Desde esta perspectiva, en Schneider Electric venimos observando cómo los modelos tradicionales de automatización, concebidos para procesos estables y configuraciones fijas, muestran crecientes limitaciones. La evolución del entorno industrial exige sistemas capaces de adaptarse de forma continua, integrando automatización, energía y digital intelligence para responder a cambios operativos, energéticos y de mercado.

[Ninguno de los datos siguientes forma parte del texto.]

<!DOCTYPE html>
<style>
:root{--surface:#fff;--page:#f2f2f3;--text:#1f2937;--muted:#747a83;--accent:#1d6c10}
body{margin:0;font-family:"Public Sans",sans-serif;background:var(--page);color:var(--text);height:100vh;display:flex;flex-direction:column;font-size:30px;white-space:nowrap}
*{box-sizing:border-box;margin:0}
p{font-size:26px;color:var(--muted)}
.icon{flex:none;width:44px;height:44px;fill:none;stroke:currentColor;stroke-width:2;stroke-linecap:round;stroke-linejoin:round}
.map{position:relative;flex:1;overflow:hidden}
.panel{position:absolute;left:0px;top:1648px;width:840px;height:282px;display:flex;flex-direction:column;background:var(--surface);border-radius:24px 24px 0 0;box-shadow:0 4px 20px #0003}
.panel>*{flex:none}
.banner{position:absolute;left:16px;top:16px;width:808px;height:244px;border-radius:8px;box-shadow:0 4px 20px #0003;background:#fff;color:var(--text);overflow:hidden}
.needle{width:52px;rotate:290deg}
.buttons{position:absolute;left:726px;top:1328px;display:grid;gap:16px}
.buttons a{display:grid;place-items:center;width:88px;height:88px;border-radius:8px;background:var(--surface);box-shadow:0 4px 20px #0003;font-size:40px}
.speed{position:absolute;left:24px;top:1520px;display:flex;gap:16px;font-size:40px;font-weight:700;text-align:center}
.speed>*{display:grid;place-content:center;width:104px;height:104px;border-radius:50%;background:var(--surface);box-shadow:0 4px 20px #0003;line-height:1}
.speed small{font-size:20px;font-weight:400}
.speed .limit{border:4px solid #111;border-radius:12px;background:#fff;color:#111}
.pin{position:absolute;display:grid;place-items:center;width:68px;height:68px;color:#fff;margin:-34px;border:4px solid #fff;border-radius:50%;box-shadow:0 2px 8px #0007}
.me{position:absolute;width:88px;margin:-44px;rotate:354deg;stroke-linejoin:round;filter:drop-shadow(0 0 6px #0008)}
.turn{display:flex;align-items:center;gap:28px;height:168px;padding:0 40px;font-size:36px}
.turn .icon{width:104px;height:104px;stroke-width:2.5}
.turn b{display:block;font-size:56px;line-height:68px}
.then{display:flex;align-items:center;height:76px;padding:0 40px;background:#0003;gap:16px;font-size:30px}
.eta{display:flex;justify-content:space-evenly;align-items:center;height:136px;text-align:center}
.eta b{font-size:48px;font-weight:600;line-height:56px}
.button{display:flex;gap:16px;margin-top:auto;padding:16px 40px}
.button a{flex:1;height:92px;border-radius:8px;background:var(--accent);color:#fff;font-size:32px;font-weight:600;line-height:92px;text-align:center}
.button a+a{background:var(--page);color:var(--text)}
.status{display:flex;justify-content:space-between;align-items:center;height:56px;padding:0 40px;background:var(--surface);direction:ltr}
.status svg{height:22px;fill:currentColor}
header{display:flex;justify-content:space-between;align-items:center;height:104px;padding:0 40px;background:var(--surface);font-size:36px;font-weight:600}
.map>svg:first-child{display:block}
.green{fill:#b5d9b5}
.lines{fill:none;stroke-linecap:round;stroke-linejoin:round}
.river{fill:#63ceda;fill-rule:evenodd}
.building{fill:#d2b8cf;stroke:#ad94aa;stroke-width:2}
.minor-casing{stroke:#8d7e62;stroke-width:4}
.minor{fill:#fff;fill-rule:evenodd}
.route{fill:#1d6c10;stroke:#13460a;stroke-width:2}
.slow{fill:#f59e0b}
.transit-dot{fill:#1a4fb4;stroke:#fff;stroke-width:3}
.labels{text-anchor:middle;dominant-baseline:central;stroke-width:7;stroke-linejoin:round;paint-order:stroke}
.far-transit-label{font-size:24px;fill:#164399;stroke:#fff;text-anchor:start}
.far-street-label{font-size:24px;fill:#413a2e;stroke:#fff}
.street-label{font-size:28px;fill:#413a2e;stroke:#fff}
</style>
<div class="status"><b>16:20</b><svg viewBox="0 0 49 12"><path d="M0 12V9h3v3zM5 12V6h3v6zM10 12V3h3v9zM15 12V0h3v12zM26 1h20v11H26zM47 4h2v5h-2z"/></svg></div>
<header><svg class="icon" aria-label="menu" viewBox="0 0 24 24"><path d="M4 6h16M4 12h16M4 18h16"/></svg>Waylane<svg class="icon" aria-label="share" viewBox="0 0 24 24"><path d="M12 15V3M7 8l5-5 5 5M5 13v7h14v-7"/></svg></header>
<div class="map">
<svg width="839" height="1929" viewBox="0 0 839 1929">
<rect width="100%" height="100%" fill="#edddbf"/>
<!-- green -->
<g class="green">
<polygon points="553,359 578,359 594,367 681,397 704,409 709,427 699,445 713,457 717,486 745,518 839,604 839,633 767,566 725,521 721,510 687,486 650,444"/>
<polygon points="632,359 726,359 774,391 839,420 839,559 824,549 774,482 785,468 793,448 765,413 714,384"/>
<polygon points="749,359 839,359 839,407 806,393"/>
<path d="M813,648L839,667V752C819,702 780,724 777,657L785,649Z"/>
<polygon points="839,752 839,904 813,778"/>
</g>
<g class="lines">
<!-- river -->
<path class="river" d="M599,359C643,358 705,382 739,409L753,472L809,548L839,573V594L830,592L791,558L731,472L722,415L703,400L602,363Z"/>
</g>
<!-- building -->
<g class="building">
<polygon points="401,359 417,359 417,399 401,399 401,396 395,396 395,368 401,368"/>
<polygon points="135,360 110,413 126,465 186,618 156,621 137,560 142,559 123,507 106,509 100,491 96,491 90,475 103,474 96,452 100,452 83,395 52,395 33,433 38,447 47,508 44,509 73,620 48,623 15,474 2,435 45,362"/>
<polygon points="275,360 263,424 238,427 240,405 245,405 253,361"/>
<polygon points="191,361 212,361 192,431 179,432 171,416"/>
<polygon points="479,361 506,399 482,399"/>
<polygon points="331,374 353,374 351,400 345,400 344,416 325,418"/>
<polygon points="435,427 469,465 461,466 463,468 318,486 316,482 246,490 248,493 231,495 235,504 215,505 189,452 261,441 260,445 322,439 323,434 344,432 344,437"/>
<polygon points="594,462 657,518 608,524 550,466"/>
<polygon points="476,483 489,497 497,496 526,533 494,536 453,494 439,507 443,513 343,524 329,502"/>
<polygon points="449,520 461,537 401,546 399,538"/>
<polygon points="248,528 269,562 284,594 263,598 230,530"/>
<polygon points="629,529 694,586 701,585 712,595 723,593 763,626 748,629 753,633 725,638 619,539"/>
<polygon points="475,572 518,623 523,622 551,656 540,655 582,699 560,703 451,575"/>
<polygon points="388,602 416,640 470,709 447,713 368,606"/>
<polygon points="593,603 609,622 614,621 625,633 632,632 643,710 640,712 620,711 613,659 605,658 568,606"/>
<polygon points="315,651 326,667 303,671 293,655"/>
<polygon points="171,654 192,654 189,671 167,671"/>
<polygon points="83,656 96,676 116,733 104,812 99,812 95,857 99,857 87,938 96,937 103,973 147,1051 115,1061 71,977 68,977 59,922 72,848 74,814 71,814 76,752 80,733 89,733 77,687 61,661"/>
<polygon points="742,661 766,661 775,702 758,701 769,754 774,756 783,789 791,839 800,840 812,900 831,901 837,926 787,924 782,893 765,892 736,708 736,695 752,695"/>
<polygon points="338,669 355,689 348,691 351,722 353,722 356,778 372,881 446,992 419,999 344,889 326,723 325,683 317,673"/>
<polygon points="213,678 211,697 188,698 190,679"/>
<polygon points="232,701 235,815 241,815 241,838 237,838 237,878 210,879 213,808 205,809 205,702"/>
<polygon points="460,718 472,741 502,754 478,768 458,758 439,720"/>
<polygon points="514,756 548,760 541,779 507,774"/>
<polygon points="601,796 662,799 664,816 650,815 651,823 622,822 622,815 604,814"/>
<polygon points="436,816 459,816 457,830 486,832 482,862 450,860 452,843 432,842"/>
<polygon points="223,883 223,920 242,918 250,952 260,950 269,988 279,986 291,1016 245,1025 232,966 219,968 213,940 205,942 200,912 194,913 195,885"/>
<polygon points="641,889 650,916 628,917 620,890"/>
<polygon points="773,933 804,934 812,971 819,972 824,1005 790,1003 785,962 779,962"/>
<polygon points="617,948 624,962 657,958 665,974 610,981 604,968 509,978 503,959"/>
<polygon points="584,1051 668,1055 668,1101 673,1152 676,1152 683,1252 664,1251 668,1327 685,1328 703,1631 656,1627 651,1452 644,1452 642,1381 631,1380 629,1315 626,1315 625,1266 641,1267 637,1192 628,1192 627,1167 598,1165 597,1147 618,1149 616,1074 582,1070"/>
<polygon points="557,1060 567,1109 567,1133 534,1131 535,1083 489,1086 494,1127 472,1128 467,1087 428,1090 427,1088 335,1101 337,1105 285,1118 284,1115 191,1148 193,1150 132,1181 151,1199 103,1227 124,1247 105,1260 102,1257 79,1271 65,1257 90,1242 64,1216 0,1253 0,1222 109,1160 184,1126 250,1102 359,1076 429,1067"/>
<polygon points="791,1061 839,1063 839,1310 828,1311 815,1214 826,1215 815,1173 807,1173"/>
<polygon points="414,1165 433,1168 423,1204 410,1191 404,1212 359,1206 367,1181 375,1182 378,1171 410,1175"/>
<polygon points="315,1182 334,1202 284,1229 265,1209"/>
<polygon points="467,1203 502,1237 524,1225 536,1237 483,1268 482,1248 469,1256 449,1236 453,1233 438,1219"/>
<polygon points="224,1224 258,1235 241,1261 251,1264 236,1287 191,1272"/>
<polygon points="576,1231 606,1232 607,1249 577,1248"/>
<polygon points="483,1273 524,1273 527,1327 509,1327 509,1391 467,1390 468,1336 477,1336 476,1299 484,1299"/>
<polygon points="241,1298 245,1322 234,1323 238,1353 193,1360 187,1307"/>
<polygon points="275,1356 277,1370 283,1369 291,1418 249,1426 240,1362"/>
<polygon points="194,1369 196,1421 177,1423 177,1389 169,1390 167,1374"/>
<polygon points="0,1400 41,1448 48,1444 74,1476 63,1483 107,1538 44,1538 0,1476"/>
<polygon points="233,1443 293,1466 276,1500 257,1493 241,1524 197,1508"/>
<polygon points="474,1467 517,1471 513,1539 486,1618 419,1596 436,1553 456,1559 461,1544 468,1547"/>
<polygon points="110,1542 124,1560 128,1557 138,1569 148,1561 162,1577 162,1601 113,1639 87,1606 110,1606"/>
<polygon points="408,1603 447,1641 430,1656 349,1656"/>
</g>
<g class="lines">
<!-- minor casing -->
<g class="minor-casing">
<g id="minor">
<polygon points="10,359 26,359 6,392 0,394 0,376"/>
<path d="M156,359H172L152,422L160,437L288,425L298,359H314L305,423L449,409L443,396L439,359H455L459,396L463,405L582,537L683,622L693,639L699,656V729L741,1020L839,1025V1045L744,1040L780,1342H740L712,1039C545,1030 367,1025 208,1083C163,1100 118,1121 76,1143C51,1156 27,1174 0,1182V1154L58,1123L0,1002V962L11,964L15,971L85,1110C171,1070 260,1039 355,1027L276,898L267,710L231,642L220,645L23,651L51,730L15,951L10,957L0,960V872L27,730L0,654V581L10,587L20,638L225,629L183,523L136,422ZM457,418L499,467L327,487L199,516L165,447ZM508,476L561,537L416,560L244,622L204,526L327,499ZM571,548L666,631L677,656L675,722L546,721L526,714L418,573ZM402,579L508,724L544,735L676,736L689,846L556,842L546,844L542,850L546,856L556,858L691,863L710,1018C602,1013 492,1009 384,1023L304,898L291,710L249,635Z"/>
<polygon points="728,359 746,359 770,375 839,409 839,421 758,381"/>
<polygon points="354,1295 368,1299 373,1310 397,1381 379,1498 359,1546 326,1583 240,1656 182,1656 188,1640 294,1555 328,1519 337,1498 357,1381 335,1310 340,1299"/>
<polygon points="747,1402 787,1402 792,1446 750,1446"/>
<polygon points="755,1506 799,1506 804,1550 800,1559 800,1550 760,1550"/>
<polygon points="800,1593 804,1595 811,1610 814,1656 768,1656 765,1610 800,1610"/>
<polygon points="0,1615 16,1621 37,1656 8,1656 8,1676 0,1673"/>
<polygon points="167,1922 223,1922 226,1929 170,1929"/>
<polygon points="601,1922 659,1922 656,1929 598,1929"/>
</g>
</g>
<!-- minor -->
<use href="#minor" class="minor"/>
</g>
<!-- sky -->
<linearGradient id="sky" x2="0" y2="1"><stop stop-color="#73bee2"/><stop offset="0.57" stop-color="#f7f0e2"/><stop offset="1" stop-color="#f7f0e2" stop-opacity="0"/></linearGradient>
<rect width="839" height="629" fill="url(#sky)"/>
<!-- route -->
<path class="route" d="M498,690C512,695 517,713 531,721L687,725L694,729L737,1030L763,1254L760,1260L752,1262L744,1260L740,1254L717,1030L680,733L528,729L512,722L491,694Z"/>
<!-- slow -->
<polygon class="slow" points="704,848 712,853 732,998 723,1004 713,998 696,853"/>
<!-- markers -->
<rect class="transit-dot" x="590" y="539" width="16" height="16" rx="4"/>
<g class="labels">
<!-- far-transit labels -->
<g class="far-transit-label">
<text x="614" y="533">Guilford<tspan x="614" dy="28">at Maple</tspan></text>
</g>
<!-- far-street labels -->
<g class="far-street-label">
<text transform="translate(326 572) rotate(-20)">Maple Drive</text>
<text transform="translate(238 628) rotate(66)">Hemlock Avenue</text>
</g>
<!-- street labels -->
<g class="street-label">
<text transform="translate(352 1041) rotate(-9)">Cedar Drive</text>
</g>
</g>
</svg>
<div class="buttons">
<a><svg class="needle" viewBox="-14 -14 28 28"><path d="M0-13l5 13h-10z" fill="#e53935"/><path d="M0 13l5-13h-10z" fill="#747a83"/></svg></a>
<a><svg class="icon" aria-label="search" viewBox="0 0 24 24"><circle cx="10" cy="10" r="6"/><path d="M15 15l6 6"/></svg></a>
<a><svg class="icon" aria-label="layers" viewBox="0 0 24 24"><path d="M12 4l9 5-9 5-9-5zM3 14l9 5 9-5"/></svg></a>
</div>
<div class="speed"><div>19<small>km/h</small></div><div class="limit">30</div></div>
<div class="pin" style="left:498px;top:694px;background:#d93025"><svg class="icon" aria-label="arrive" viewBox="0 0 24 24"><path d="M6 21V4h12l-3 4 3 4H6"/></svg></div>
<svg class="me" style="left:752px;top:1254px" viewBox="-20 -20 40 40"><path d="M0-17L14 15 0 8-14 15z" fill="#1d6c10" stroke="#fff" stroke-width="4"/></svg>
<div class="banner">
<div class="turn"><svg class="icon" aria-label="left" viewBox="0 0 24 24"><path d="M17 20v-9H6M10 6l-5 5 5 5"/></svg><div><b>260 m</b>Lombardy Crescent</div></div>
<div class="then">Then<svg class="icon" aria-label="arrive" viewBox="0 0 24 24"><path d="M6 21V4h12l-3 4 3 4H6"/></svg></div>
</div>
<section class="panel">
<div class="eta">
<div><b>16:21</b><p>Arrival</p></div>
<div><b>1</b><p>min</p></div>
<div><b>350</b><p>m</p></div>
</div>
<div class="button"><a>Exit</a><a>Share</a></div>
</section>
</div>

Este cambio de paradigma tiene un impacto económico medible. En el marco de un estudio sectorial reciente elaborado por la firma de análisis Omdia y presentado por Schneider Electric, se estima que las empresas industriales que modernizan sistemas de automatización cerrados hacia arquitecturas más abiertas y definidas por software pueden generar hasta 11,28 millones de dólares adicionales al año en eficiencia y competitividad operativa. El análisis identifica pérdidas relevantes asociadas a la rigidez de los sistemas tradicionales, vinculadas a mayores tiempos de inactividad, costes de mantenimiento y dificultades para adaptarse a nuevos requisitos productivos.
Este diagnóstico no es exclusivo de un sector ni de una región concreta. La necesidad de operar con mayor flexibilidad y capacidad de adaptación ya se está materializando en entornos industriales reales. El World Economic Forum recoge que su Global Lighthouse Network ha pasado de 16 a 189 instalaciones industriales en apenas seis años, abarcando más de 30 países y 35 subsectores. Esta evolución refleja cómo un número creciente de compañías está adoptando modelos operativos más digitales, conectados y preparados para gestionar la variabilidad.
Ante esta realidad, la industria comienza a replantear no solo cómo se diseñan los sistemas, sino cómo se operan y evolucionan en el tiempo. Los enfoques definidos por software, abiertos y modulares, permiten desacoplar hardware y software y reducir la complejidad asociada a cambios en producción, integración de nuevas tecnologías o adaptación a nuevos requisitos operativos. Este modelo facilita una evolución progresiva de los sistemas industriales, evitando reingenierías completas y acortando los tiempos necesarios para introducir cambios en planta.
La transformación de los sistemas industriales no puede entenderse sin su relación directa con la electrificación de los procesos y la gestión de la energía. En línea con los objetivos del Pacto Industrial Verde europeo, que sitúa la descarbonización, la electrificación y la digitalización como ejes para reforzar la competitividad industrial, automatización y energía dejan de gestionarse como ámbitos independientes. Esta convergencia permite optimizar simultáneamente la producción, el consumo energético y la resiliencia operativa, alineando eficiencia industrial y sostenibilidad.
Este enfoque integrado tiene implicaciones directas a lo largo de todo el ciclo de vida de los sistemas industriales. Desde el diseño y la ingeniería hasta la operación y el mantenimiento, los modelos definidos por software permiten una gestión más coherente y evolutiva de las instalaciones. Para ingenierías e integradores, este cambio supone pasar de proyectos puntuales a modelos de acompañamiento a largo plazo, centrados en la modernización progresiva de activos, la interoperabilidad de sistemas y la optimización continua de la operación.
De cara a los próximos años, la competitividad de la industria dependerá en gran medida de su capacidad para abandonar enfoques rígidos y adoptar modelos preparados para operar en entornos dinámicos. Avanzar hacia sistemas industriales definidos por software y orientados a la adaptación continua no es solo una decisión tecnológica, sino una palanca estratégica para sostener la resiliencia, la eficiencia y el crecimiento industrial.